Die Bundeskanzlerin lehnte eine Anerkennung der Republik Fürstentum Gülleberg als unabhängiger Staat ab, hielt es aber auch nicht für angebracht ,Militär aufmarschieren zu lassen. Sollten sich aber Gerüchte bewahrheiten ,wonach russische Agenten die Region destabilisiert und aufgewiegelt haben, so müsse man selbstverständlich handeln. Hinweise auf eventuelle Menschenrechtsverletzungen konnten aber nicht bestätigt werden.

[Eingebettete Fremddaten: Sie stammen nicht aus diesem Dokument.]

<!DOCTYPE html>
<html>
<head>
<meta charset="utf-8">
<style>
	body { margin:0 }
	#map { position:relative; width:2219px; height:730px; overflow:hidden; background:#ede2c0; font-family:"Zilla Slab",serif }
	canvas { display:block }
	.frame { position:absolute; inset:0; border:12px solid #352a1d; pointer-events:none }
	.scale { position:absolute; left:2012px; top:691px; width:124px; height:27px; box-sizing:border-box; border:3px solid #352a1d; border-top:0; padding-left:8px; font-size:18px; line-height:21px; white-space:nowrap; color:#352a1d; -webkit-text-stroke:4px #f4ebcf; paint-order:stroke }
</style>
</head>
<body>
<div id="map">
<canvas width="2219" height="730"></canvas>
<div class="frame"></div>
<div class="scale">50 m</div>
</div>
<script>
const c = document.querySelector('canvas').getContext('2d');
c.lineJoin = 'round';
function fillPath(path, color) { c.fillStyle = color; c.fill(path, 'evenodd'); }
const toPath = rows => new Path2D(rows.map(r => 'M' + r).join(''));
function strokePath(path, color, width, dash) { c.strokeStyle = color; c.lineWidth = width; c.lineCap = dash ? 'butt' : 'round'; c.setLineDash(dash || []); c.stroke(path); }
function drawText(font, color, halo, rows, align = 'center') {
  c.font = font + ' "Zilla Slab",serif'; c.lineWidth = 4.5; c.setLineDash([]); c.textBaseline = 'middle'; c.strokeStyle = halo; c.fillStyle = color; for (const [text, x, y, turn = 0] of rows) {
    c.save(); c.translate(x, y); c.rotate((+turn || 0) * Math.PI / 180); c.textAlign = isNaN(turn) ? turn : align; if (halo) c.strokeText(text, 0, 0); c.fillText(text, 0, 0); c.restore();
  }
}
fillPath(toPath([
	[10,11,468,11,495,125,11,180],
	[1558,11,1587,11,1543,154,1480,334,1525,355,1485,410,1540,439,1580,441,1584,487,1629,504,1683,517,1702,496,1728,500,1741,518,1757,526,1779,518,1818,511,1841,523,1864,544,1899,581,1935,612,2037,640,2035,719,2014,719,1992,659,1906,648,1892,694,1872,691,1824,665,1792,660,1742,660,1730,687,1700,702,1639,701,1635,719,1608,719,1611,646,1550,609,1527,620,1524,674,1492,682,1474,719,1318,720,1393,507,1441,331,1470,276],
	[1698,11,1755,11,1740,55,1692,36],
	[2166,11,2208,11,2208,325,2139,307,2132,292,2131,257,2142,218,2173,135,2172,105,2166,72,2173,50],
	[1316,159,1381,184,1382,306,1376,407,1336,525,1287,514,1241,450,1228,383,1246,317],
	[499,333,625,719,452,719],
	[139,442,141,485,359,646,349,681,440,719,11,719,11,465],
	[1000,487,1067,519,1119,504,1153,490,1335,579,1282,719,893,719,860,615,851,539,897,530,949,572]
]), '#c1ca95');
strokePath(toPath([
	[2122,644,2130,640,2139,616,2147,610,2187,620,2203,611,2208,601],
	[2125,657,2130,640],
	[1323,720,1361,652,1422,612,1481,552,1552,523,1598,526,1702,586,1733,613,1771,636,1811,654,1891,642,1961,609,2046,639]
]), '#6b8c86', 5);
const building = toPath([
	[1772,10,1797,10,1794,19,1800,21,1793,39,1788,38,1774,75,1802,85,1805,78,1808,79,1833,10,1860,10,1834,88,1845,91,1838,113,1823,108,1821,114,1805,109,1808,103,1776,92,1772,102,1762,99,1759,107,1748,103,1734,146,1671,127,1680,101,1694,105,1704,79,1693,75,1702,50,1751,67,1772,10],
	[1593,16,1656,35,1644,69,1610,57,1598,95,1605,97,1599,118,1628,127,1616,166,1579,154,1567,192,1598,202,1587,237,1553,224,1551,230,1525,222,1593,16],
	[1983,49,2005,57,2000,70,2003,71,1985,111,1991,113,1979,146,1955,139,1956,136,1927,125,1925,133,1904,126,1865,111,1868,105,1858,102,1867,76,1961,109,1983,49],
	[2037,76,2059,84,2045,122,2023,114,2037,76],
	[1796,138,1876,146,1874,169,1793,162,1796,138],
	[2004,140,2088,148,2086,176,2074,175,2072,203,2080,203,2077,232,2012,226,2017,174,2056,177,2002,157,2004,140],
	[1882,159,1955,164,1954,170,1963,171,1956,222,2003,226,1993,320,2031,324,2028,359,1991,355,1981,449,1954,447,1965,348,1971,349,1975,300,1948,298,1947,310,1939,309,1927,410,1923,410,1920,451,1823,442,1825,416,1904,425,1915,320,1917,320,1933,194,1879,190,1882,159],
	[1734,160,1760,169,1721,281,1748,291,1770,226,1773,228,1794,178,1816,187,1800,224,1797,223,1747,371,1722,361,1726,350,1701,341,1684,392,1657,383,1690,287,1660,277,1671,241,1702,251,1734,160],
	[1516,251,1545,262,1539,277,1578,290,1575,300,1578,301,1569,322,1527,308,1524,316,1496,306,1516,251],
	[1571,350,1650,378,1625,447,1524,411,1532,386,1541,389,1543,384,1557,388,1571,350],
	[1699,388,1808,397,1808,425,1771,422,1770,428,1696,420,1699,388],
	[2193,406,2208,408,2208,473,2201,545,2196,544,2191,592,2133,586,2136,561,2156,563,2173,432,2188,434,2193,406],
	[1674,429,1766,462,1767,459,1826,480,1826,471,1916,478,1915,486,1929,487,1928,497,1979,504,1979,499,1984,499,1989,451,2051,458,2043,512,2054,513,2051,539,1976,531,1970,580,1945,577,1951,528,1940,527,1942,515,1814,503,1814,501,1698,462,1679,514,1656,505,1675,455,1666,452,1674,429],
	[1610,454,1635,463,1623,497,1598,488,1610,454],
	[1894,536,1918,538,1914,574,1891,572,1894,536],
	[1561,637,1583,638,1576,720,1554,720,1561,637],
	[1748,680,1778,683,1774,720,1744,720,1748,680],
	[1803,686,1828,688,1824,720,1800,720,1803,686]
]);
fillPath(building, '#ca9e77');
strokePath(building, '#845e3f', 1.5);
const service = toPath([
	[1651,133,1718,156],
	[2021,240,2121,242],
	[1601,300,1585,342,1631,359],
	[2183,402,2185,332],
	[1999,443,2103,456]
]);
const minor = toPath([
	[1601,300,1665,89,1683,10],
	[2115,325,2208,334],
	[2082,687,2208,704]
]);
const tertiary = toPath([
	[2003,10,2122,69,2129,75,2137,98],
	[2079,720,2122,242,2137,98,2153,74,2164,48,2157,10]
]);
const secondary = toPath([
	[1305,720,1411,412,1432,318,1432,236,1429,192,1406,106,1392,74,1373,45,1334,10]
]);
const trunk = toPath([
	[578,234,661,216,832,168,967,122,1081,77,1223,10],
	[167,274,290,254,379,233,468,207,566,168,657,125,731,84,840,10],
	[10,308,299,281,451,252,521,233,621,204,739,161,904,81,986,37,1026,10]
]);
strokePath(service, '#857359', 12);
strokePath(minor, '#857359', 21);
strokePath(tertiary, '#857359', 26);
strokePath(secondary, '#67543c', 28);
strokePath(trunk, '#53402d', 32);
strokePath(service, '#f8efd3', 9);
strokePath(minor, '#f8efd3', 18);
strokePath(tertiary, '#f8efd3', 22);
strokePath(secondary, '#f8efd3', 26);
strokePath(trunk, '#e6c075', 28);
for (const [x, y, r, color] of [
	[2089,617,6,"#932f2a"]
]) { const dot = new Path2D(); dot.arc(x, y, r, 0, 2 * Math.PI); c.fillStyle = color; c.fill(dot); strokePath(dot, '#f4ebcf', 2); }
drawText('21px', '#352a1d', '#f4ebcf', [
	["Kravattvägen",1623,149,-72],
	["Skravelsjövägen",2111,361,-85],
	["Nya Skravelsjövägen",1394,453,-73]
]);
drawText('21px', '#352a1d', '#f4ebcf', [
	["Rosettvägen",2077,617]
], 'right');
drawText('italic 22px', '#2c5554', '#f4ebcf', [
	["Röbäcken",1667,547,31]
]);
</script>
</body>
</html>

Zunächst wolle man das Problem diplomatisch lösen. hierzu sei bereits eine Person entsandt worden.“
„Was soll dieser Quatsch mit den Russen? Der einzige Russe hier ist Oleg, der Landmaschinenmonteur von Klinke, und der lebt schon so lange hier, das er eigentlich schon als Deutscher durchgeht. Überhaupt, wen wollen die denn schicken? Den Außenminister?“
Kalle Mummsen faltete die Zeitung zusammen, und warf sie auf den Schreibtisch. „Vielleicht sollte ich diese Schreiberlinge mal hierher einladen, damit sie sich selbst n´ Bild machen können“, brummte er. Das die von der Politik sich irgendwann einschalten würden, war ja klar, und offenbar war ihnen jedes Mittel Recht, um den Aufmüpfigen Ort zur Raison zu bringen. Er war aber entschlossen, sich nicht zu beugen.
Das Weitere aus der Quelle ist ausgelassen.